Curt AndersonClayton Koff

Staff Writer

Leadership is changing in the ISU honors program following the retirement of former director Sherri Dienstfrey-Swanson.

The search is on to fill the position. One potential candidate, current interim director Curt Anderson, spoke about his new position and his thoughts regarding the future of the honors program.

“I am co-interiming with Sherri,” Anderson said. “She’s retiring and has left some pretty big shoes to fill. I’ve taught in the honors program for seven years, and this is something that I felt really strongly that I wanted to help with.”

Although Anderson is not the director officially, he has taken on the responsibilities of a director position.

“I’m overseeing all the contract courses,” he said. “I’m helping to build new honors courses, met [last week] with the College of Science and Engineering to talk about building new courses.
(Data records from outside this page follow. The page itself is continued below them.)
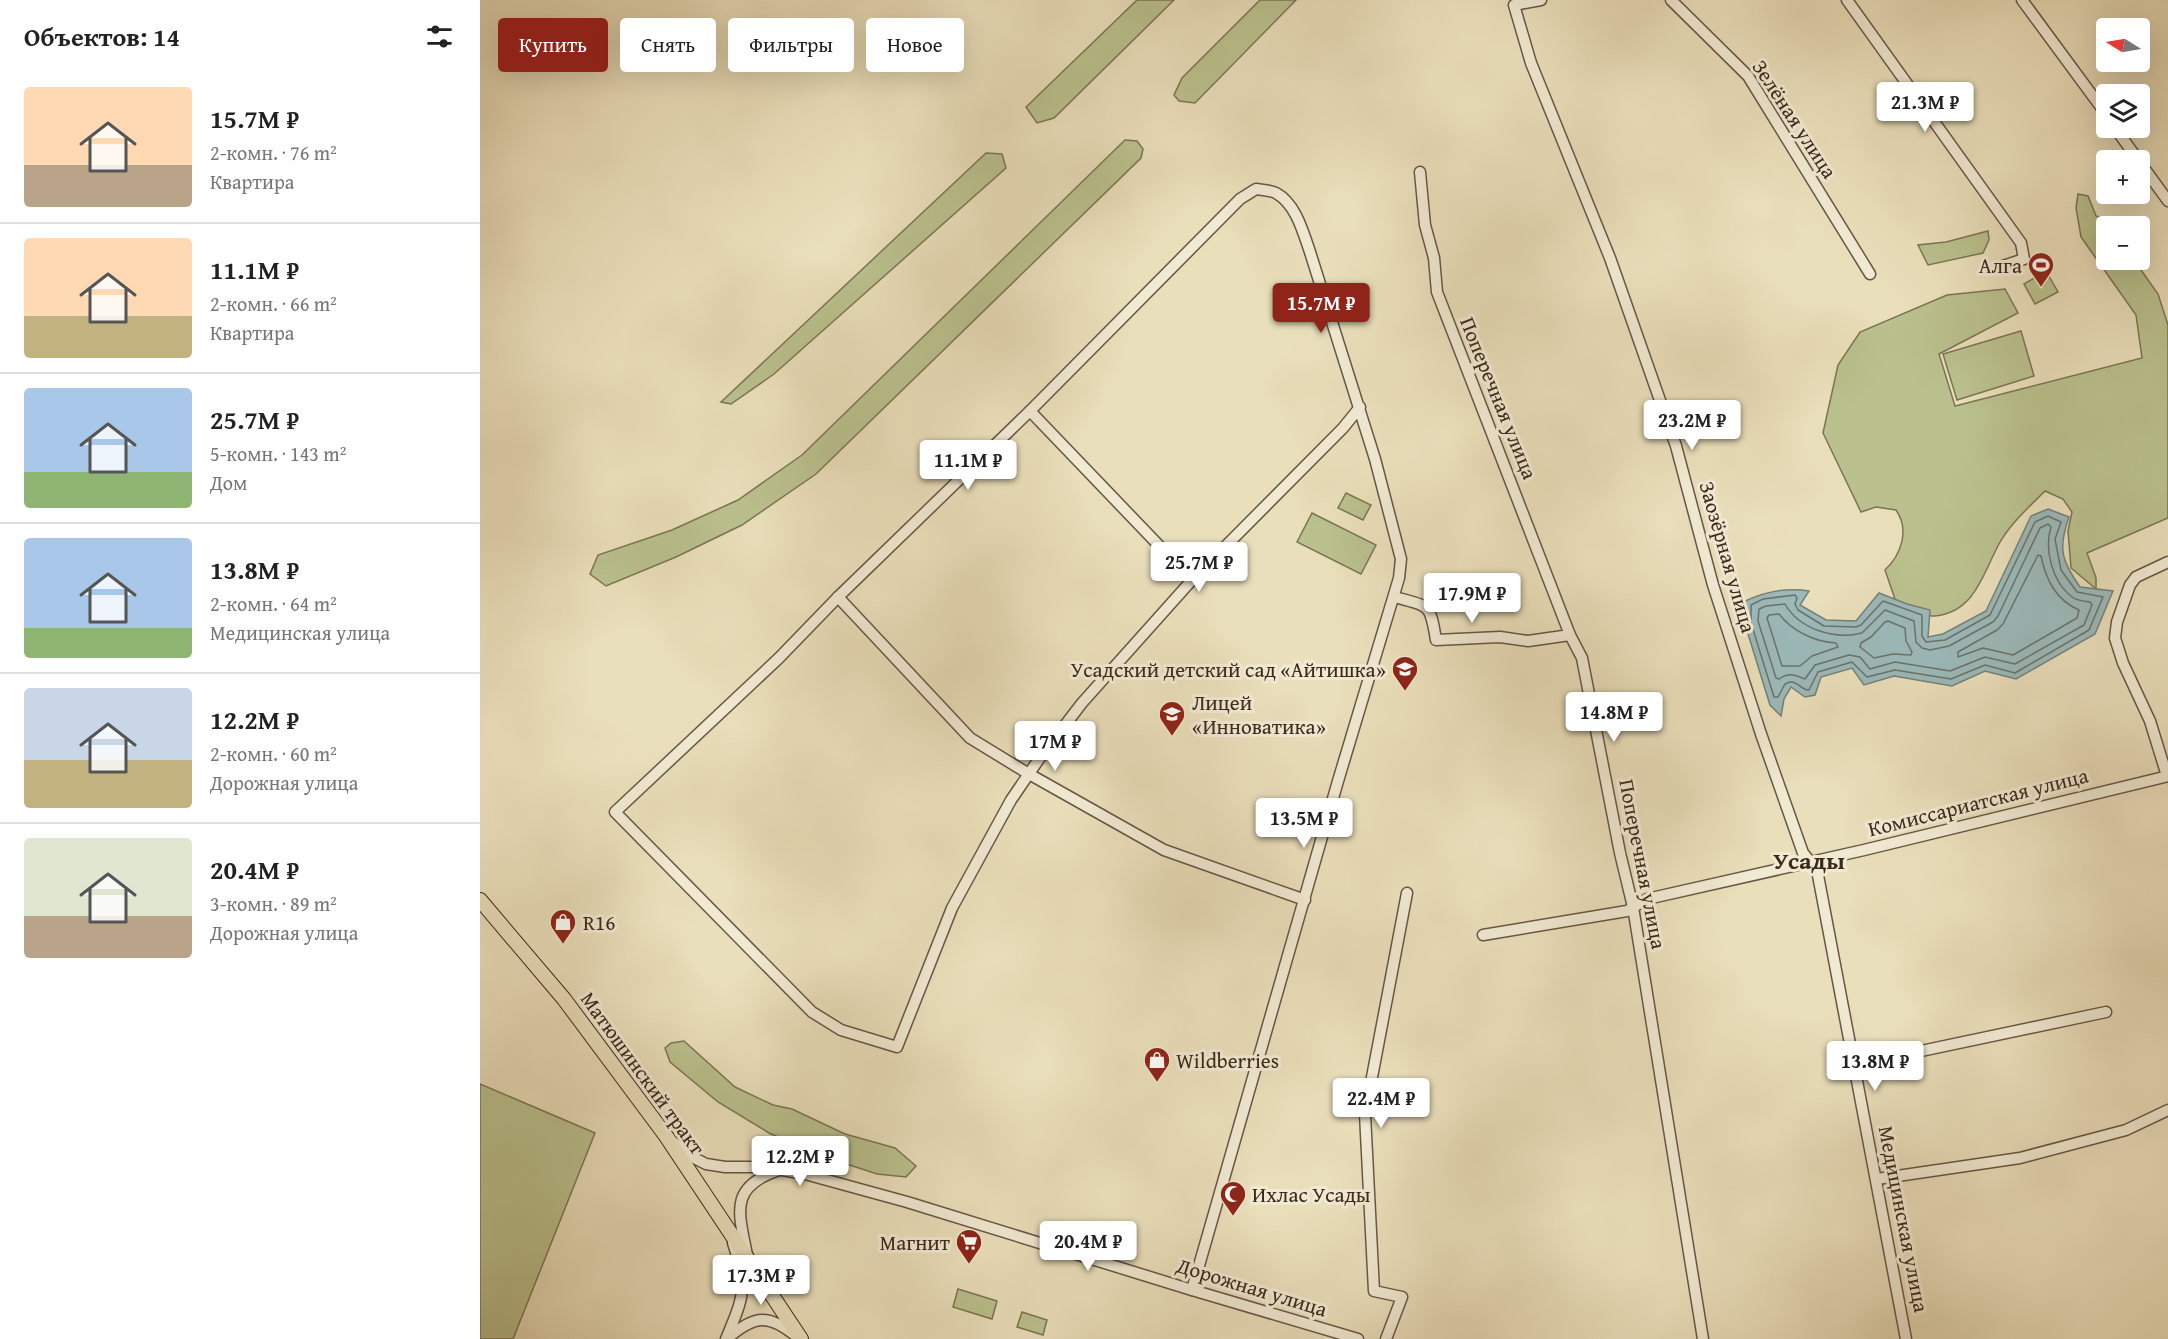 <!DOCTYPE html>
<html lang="ru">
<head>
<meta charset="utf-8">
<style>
  body { margin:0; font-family:"Gentium Book Plus",serif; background:#f6f6f6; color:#222; height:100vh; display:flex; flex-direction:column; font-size:22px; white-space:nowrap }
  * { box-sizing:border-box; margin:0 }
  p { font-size:20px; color:#767676 }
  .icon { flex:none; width:33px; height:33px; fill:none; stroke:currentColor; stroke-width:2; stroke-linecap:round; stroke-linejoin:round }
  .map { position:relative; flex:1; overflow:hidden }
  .details { display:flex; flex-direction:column; background:#fff; width:480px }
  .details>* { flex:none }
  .guide { position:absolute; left:18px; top:18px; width:570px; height:54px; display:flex; gap:12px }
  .needle { width:39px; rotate:281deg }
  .fabs { position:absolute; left:1616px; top:18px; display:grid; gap:12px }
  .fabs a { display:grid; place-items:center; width:54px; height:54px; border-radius:6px; background:#fff; box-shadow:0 6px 24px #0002; font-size:30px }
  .price { position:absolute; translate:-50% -51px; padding:0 14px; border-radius:6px; background:#fff; color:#222; font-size:20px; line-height:39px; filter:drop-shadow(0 2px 3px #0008) }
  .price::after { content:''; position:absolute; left:50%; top:36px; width:18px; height:14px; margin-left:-9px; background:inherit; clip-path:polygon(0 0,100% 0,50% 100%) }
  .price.current { background:#8f2418; color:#fff }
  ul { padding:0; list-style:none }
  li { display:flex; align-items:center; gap:18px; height:150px; padding:0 24px }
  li+li { border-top:2px solid #e0e0e0 }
  li span { display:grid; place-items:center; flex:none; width:168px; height:120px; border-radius:6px; color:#555 }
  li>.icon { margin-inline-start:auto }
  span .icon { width:72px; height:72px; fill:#fffc; stroke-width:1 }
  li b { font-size:26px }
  h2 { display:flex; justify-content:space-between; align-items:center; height:72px; padding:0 24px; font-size:26px }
  .chip { padding:0 21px; border-radius:6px; background:#fff; box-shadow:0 6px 24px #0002; font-size:21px; line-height:54px }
  .chip.current { background:#8f2418; color:#fff }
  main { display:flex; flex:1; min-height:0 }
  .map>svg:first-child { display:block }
</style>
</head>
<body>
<main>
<section class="details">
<h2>Объектов: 14<svg class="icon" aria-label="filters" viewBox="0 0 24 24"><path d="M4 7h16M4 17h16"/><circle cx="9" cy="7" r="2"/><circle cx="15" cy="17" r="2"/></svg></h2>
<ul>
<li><span style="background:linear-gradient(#ffd9b3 65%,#b9a48a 0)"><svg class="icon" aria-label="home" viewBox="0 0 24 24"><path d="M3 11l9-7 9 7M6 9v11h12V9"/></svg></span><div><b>15.7M ₽</b><p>2-комн. · 76 m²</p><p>Квартира</p></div></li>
<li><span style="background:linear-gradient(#ffd9b3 65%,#c2b280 0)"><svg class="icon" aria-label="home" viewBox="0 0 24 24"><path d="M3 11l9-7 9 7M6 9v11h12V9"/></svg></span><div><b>11.1M ₽</b><p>2-комн. · 66 m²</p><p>Квартира</p></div></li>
<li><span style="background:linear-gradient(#a9c7e8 70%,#8fb573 0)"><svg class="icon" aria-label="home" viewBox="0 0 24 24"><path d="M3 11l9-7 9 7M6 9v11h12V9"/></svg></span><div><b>25.7M ₽</b><p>5-комн. · 143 m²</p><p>Дом</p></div></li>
<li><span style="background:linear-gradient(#a9c7e8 75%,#8fb573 0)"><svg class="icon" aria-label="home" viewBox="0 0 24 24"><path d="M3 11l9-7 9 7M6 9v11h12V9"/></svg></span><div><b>13.8M ₽</b><p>2-комн. · 64 m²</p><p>Медицинская улица</p></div></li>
<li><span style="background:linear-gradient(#c9d6e8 60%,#c2b280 0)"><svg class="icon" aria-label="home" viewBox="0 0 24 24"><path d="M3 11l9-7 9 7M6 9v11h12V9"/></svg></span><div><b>12.2M ₽</b><p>2-комн. · 60 m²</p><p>Дорожная улица</p></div></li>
<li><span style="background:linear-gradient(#dfe7d0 65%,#b9a48a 0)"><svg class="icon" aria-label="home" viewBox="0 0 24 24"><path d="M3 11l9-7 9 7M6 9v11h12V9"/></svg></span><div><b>20.4M ₽</b><p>3-комн. · 89 m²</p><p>Дорожная улица</p></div></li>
</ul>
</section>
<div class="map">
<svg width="1688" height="1339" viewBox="0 0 1688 1339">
  <rect width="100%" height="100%" fill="#eadfbb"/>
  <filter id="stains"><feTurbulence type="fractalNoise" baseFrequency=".00333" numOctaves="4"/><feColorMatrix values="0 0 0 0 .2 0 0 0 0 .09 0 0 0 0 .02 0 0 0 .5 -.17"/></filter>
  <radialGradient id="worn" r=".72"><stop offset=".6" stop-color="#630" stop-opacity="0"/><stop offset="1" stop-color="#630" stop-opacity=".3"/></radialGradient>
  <g fill="#bac18e" stroke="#7b7555" stroke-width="1.5">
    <polygon points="657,0 694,0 574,118 557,123 546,107"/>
    <polygon points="780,0 816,0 715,103 699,101 694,95 702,78"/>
    <polygon points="645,140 657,141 663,149 661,158 336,474 262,525 196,557 126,586 110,574 118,555 192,530 258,500 322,455"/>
    <polygon points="506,153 522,154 526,168 294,374 251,404 241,402"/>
    <path d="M1598 194 1608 196 1616 216 1630 221 1634 226H1626V260H1654L1678 294 1688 325V518L1607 553 1616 578V589L1591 568 1588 531 1592 512 1583 499 1565 491C1549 507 1530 524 1519 544 1503 573 1495 613 1454 616 1443 617 1429 610 1418 608L1405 570C1421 555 1430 530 1416 510L1396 507 1381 512 1343 433 1358 365 1380 332 1467 295 1525 289 1538 313 1459 354 1475 406 1662 358 1656 315 1601 237 1596 208Z"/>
    <polygon points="1508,231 1509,240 1503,253 1448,265 1438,245 1466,242"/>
    <polygon points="1566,271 1578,292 1555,304 1544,284"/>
    <polygon points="1541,331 1554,376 1477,400 1463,354"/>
    <polygon points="866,493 891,505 883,520 858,508"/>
    <polygon points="832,513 896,545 881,574 817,542"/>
    <polygon points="204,1041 255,1087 293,1105 312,1109 365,1134 415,1148 436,1166 426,1177 397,1174 333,1153 289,1133 238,1102 190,1062 185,1048 191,1043"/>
    <polygon points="0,1084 115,1133 33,1339 0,1339"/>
    <polygon points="478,1289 517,1301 512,1319 473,1307"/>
    <polygon points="542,1312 567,1320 563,1335 537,1327"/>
  </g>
  <path fill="#9bbaba" stroke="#75807b" stroke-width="1.5" d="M1568 509 1589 517C1578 548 1581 560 1600 587L1633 591 1615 634 1536 679 1505 671 1472 686 1414 676 1384 685 1372 668 1341 677 1335 695 1325 697 1311 687 1304 699 1301 716 1290 705 1265 624 1263 602C1284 592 1306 587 1329 591L1320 605 1346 620 1376 621 1399 593 1427 604 1450 610 1448 637 1463 634 1506 611 1551 516Z"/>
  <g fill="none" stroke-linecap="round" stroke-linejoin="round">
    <g stroke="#6c726b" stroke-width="1.5">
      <path d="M1568 516 1581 522 1575 539 1581 570 1597 592 1623 597 1609 630 1535 673 1505 665 1471 679 1415 670 1387 677 1372 662 1338 672 1329 690C1322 691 1318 681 1310 682L1305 684 1298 697H1294L1271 623V605L1283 599 1315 595 1317 598 1315 604 1318 610 1344 626 1376 627 1381 625 1403 601 1442 615V636L1446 642 1465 640 1510 615 1555 522Z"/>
      <path d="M1568 524 1571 527C1564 549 1572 582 1592 597 1597 601 1604 601 1610 602L1612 605 1604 625 1535 664 1505 657 1470 671 1415 662 1390 669 1380 657 1369 655 1335 665 1325 679C1314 675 1309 672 1299 679L1296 678 1278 621 1279 609 1286 606 1305 604C1319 629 1354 640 1382 633L1405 610 1434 621 1436 642 1442 648 1450 650 1469 646 1513 622 1518 616 1560 528Z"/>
      <path d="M1558 555 1561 556C1566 580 1576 600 1599 610L1597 618 1533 655 1503 648 1478 657V652L1517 630 1523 624Z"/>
      <path d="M1299 614C1312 631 1335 642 1356 643L1358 647 1332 656 1320 666H1302L1287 618 1289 615Z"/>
      <polygon points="1408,621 1425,628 1426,641 1432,652 1431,655 1413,654 1394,658 1380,647 1381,643 1391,637 1405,622"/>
    </g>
    <g stroke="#685644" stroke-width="13">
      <g id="minor">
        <polyline points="1061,0 1034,5 1051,63 1130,258 1196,446 1233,585 1281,734 1323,853 1337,870 1426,1339"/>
        <polyline points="1191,0 1268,76 1390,274"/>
        <polyline points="1367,0 1541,243 1544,259 1523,266"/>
        <polyline points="1542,0 1626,114"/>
        <polyline points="1635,128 1688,201"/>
        <polyline points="940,172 945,225 954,258 957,292 1090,635 1102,658 1140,853 1153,907 1223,1339"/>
        <polyline points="550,411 712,580"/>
        <polyline points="358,597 490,738 549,774 684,850 825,900"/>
        <path d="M915 597C950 607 950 603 956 640L1020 637 1048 641 1090 635"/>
        <polyline points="1687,776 1670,721 1643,663 1635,638 1637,622 1650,585 1656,577 1688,562"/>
        <polyline points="1003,935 1147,911 1167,899 1384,850 1688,776"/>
        <polyline points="1375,1065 1626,1012"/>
        <polyline points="193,1142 212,1157 226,1164 245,1167 285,1167 325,1174 427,1202 712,1290 878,1339"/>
        <polyline points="1397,1179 1540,1158 1646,1130 1688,1110"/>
        <path d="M267 1255C259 1213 248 1187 299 1170"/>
        <path d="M712 1290 858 781 919 578 921 559 895 459 830 252C823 232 816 204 796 193 790 190 782 190 776 189L760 199 550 411 358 597 299 658 135 812 332 1012 361 1030 417 1047 472 908 531 800 559 759 602 703 712 580 863 428 880 407"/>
        <path d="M249 1337C275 1315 289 1314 316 1336"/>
        <path d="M246 1339C264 1296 268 1288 253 1243"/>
        <polyline points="906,1339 922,1297 894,1291 885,1114 927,893"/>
      </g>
    </g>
    <g stroke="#3c291c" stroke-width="16">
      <polyline id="major" points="0,900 84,999 186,1136 321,1339"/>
    </g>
    <use href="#minor" stroke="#f1ead3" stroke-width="10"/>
    <use href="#major" stroke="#eadfbb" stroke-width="14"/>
  </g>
  <defs>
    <g id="stadium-pin" transform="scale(1.35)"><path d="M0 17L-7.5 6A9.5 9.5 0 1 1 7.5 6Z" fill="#8f2418" stroke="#f1ead3"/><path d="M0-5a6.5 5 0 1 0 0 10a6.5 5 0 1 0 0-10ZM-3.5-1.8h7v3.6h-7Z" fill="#fff"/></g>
    <g id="school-pin" transform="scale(1.35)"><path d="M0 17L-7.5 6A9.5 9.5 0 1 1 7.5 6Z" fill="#8f2418" stroke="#f1ead3"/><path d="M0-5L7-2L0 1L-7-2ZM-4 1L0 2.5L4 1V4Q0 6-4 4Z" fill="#fff"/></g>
    <g id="shop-pin" transform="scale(1.35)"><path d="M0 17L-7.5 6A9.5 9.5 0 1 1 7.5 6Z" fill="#8f2418" stroke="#f1ead3"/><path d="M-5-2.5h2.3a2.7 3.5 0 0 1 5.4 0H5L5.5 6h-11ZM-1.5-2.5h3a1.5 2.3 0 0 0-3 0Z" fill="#fff"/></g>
    <g id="mosque-pin" transform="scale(1.35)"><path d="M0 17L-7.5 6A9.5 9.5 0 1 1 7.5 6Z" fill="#8f2418" stroke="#f1ead3"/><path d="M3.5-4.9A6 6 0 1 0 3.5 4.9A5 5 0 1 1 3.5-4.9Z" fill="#fff"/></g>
    <g id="supermarket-pin" transform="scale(1.35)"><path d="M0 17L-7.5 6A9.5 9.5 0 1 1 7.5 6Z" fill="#8f2418" stroke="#f1ead3"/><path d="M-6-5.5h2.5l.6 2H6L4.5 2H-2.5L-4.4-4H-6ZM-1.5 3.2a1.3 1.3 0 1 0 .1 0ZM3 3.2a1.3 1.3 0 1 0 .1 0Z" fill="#fff"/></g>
  </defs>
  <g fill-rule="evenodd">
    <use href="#stadium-pin" x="1561" y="265"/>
    <use href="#school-pin" x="925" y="669"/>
    <use href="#school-pin" x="692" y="714"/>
    <use href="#shop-pin" x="83" y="922"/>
    <use href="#shop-pin" x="677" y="1060"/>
    <use href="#mosque-pin" x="753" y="1194"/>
    <use href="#supermarket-pin" x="489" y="1242"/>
  </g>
  <g text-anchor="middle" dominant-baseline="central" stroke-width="6" stroke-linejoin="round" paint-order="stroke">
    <g font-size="21" fill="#3c291c" stroke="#f1ead3">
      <text transform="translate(1315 119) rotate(57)">Зелёная улица</text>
      <text transform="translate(1019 398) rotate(68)">Поперечная улица</text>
      <text transform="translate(1248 557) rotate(74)">Заозёрная улица</text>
      <text transform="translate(1498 802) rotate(-14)">Комиссариатская улица</text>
      <text transform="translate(1163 864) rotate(79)">Поперечная улица</text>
      <text transform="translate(163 1073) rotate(54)">Матюшинский тракт</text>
      <text transform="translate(1424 1219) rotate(79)">Медицинская улица</text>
      <text transform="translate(772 1287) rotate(17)">Дорожная улица</text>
    </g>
    <g font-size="21" fill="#3c291c" stroke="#f1ead3" text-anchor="start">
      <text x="1542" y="265" text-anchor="end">Алга</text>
      <text x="906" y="669" text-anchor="end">Усадский детский сад «Айтишка»</text>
      <text x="712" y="702">Лицей<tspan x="712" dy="24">«Инноватика»</tspan></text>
      <text x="103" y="922">R16</text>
      <text x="696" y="1060">Wildberries</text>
      <text x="772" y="1194">Ихлас Усады</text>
      <text x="470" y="1242" text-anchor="end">Магнит</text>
    </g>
    <g font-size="24" font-weight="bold" fill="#3c291c" stroke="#f1ead3">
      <text x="1329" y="860">Усады</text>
    </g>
  </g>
  <rect width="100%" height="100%" filter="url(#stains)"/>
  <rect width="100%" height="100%" fill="url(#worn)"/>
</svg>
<div class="fabs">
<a><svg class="needle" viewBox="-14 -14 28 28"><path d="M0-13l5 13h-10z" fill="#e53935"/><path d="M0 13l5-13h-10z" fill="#767676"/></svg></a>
<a><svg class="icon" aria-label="layers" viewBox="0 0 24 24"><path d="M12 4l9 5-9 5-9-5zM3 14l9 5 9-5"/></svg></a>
<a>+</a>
<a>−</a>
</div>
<b class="price" style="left:1445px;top:133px">21.3M ₽</b>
<b class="price current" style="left:841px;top:334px">15.7M ₽</b>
<b class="price" style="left:1212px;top:451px">23.2M ₽</b>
<b class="price" style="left:488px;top:491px">11.1M ₽</b>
<b class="price" style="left:719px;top:593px">25.7M ₽</b>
<b class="price" style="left:992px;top:624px">17.9M ₽</b>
<b class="price" style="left:1134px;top:743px">14.8M ₽</b>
<b class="price" style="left:575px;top:772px">17M ₽</b>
<b class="price" style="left:824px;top:849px">13.5M ₽</b>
<b class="price" style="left:1395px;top:1092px">13.8M ₽</b>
<b class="price" style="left:901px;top:1129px">22.4M ₽</b>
<b class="price" style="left:320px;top:1187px">12.2M ₽</b>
<b class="price" style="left:608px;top:1272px">20.4M ₽</b>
<b class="price" style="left:281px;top:1306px">17.3M ₽</b>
<div class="guide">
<a class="chip current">Купить</a>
<a class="chip">Снять</a>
<a class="chip">Фильтры</a>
<a class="chip">Новое</a>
</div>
</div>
</main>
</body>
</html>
I’m just trying  to continue this wonderful tradition.”

While Anderson’s position is temporary, he has big plans for the future of the honors program.

The process of actually hiring a new director is a lengthy one, and it’s currently unknown when a new one will be appointed.

Dienstfrey-Swanson left a profound impact on ISU and the honors program, but new leadership means new opportunities.

Dr. Jamie Romine-Gabardi, an Instructor Coordinator for the honors program eluded to what can possibly be expected with the new leadership role.

“The biggest changes will probably be an exciting new dynamic,” she said. “Whoever is going to be coming in will have new ideas and fresh approaches, a possible background in a new field of study, so new, different opportunities for students will open up.”

ISU is the only school in the state with an actual honors degree and has expansive resources.

The co-interims share a similar sentiment where they do what they do for the students.

“I love it,” Anderson said. “Being able to interact with students with successful goals and watching other folks succeed is incredibly rewarding. I’ve been in academia for 20 years, and nothing is more rewarding than watching students you’ve been with since the beginning succeed and become what they want to be.”

Dienstfrey-Swanson is even prolonging her stay at ISU for her students. she will officially retire on Dec. 15.